--- TASK DETAILS ---
Please show every line from the entries that carries the word "Vienot".

Data excerpts
╔══
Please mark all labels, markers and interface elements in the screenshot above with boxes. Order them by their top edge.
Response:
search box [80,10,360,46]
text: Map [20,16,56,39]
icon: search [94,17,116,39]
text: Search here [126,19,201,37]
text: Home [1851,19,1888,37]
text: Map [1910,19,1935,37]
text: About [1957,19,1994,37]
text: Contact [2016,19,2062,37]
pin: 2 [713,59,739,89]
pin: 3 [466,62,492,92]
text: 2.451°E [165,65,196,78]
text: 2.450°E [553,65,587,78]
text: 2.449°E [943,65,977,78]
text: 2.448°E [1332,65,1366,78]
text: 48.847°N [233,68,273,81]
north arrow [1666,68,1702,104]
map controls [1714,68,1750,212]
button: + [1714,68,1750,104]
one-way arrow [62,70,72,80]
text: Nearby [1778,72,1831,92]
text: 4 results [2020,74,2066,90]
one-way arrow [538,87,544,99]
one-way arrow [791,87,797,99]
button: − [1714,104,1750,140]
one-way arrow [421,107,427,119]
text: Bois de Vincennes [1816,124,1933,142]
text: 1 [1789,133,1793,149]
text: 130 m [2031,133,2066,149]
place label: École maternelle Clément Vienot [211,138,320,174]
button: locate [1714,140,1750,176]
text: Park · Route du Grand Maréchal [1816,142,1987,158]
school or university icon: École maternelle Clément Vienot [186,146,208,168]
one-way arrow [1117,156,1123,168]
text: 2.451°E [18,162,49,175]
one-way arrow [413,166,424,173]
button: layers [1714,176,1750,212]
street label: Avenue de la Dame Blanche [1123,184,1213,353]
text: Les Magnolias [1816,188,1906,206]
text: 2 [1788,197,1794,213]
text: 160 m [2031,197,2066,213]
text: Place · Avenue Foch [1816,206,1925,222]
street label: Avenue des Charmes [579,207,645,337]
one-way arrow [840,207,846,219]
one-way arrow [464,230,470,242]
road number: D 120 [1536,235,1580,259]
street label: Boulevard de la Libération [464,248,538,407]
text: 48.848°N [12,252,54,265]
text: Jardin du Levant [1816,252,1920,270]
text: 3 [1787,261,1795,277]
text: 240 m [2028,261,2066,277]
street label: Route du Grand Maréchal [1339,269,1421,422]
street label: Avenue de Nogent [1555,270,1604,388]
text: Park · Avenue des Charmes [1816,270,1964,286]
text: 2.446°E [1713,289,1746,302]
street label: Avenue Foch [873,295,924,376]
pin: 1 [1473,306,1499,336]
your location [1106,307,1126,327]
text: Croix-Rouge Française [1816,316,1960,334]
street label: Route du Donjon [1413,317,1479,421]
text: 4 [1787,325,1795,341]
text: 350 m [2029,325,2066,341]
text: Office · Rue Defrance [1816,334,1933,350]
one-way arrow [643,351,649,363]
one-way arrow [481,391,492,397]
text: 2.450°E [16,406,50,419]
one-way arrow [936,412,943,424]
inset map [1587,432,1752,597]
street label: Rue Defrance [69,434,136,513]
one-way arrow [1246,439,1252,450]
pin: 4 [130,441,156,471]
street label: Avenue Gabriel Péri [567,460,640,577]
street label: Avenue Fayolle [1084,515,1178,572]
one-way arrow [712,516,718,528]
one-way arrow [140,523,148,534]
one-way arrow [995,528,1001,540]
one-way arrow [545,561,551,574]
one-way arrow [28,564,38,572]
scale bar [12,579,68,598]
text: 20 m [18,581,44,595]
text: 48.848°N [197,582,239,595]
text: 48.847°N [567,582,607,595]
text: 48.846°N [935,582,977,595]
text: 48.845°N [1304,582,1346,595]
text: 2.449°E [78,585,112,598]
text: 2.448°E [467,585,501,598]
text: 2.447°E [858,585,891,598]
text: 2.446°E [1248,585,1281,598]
╚══
--- ANSWER AREA ---
place label: École maternelle Clément Vienot [211,138,320,174]
school or university icon: École maternelle Clément Vienot [186,146,208,168]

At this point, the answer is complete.